Find each line of the material below in which the word "geometry" occurs, and return it.

======== Extracted information

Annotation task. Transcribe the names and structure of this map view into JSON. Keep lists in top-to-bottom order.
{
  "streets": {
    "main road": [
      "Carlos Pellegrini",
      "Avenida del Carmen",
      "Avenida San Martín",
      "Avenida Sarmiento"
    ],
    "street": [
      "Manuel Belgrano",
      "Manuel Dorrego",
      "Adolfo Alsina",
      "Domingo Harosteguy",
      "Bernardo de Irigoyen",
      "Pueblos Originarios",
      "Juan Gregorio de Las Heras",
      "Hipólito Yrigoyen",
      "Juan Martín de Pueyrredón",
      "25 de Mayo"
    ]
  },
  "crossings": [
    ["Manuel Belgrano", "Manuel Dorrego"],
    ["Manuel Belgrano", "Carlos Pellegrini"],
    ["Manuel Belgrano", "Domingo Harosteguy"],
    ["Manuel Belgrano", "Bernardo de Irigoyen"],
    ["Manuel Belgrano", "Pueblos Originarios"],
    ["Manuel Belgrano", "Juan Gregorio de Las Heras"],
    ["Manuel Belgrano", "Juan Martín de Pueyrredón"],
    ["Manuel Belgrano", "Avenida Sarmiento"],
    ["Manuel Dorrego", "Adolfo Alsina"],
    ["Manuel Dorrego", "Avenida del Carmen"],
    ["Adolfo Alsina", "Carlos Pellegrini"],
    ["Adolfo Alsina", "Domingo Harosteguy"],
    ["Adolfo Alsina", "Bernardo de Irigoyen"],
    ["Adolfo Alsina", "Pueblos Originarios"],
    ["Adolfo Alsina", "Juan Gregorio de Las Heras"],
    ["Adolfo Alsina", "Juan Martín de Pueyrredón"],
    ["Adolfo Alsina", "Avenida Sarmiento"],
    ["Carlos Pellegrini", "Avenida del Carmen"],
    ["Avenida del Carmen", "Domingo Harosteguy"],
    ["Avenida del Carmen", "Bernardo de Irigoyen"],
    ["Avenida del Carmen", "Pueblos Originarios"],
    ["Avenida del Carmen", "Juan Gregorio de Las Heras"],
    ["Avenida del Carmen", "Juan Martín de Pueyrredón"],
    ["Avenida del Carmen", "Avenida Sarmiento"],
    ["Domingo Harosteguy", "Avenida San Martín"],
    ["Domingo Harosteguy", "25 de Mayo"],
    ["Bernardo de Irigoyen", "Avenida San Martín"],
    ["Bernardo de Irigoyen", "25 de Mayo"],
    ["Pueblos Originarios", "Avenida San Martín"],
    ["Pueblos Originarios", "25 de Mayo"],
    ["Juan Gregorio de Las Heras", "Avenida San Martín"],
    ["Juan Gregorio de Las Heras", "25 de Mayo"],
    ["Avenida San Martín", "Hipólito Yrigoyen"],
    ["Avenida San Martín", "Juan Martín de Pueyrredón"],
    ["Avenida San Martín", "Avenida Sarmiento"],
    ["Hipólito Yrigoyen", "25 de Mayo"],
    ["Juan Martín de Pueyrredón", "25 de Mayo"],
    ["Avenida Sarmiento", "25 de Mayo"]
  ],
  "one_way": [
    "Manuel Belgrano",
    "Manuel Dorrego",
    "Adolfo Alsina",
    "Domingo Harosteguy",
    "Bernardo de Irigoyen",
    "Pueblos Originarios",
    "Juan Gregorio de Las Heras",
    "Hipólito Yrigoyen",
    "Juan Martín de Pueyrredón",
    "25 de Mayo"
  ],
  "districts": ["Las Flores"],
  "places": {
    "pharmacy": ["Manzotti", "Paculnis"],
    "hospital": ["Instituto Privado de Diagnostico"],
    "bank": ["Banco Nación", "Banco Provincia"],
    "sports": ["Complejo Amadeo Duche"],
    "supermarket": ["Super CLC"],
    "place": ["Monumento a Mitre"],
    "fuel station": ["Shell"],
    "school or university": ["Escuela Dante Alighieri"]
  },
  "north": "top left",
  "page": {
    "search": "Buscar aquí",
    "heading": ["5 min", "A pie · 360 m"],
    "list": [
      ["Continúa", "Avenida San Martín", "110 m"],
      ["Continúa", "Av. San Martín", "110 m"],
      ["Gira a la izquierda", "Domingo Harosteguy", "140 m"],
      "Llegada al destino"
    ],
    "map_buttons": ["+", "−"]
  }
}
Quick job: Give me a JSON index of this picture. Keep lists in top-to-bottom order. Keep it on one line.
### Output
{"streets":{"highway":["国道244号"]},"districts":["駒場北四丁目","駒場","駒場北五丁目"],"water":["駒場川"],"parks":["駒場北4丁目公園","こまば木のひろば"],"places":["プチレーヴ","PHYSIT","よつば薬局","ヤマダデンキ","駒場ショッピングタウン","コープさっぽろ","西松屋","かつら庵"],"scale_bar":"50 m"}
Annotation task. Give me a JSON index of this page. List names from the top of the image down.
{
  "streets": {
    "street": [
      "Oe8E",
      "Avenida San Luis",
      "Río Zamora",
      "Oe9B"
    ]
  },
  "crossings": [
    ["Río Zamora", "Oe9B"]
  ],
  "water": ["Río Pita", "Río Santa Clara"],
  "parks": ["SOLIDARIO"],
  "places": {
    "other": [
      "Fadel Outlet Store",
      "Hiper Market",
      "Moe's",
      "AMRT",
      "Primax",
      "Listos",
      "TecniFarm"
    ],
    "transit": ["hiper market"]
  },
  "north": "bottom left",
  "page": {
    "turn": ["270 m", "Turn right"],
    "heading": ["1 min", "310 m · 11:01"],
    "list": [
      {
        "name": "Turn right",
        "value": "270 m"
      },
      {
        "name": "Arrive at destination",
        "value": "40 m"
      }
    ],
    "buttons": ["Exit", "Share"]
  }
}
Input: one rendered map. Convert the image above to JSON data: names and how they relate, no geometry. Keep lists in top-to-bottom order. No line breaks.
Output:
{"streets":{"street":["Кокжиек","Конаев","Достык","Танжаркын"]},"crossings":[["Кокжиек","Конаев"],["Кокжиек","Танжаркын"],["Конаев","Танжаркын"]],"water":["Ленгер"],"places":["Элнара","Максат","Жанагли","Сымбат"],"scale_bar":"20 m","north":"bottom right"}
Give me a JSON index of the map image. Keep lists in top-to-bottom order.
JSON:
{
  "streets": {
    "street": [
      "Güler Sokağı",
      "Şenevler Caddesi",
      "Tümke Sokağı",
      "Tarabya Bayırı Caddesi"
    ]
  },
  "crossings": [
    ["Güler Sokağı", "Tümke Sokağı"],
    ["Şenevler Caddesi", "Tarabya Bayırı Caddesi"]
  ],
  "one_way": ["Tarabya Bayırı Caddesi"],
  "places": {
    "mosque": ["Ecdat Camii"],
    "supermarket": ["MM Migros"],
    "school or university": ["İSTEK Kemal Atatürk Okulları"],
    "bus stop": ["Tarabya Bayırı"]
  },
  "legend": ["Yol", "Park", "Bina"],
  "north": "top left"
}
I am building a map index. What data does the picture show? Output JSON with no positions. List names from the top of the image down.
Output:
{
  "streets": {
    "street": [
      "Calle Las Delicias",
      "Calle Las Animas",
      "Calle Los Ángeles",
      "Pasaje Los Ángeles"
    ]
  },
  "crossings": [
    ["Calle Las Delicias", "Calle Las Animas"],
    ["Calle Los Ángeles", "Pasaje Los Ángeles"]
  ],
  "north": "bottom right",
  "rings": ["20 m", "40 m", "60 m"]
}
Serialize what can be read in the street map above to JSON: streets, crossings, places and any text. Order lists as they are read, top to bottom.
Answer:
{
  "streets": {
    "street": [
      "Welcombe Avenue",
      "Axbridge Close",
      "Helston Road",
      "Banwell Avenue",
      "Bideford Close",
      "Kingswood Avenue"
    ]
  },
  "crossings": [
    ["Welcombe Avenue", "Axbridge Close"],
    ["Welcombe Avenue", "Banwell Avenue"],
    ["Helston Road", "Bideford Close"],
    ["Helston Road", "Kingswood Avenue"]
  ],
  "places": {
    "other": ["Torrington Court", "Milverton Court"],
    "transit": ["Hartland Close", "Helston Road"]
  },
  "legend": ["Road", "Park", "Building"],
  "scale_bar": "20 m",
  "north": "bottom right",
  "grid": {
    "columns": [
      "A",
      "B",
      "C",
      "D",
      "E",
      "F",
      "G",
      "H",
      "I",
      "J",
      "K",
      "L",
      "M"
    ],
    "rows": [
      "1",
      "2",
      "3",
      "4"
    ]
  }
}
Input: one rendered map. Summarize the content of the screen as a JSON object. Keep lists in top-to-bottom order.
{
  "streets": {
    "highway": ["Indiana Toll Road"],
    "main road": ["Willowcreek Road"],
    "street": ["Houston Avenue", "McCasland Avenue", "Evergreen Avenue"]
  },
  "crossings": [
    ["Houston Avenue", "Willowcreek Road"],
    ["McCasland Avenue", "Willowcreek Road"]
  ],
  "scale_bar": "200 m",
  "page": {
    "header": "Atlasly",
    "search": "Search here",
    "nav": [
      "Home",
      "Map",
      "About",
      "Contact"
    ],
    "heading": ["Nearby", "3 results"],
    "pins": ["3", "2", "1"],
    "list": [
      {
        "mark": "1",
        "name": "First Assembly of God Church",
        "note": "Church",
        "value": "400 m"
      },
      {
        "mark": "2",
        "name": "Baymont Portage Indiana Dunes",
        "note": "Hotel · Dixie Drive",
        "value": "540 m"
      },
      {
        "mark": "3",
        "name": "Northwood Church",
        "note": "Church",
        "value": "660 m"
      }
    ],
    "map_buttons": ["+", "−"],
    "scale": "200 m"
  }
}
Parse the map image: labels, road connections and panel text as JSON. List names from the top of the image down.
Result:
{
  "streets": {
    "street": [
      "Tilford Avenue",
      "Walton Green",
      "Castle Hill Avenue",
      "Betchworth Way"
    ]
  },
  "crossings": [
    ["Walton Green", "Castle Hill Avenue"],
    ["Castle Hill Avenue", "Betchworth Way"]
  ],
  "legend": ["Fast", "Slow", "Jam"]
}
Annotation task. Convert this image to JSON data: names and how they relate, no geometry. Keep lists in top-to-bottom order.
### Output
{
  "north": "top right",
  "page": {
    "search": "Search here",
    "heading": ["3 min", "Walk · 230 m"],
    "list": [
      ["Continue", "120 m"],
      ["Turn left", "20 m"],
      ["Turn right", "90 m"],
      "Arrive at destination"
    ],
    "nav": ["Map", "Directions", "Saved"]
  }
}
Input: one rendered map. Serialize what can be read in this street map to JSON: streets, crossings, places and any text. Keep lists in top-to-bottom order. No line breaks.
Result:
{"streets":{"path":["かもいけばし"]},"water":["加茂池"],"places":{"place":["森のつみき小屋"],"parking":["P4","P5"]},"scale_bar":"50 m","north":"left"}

================

• Answer space
Input: one rendered map. Convert the image above to JSON data: names and how they relate, no geometry. Keep lists in top-to-bottom order. No line breaks.
Annotation task. Convert this image to JSON data: names and how they relate, no geometry. Keep lists in top-to-bottom order.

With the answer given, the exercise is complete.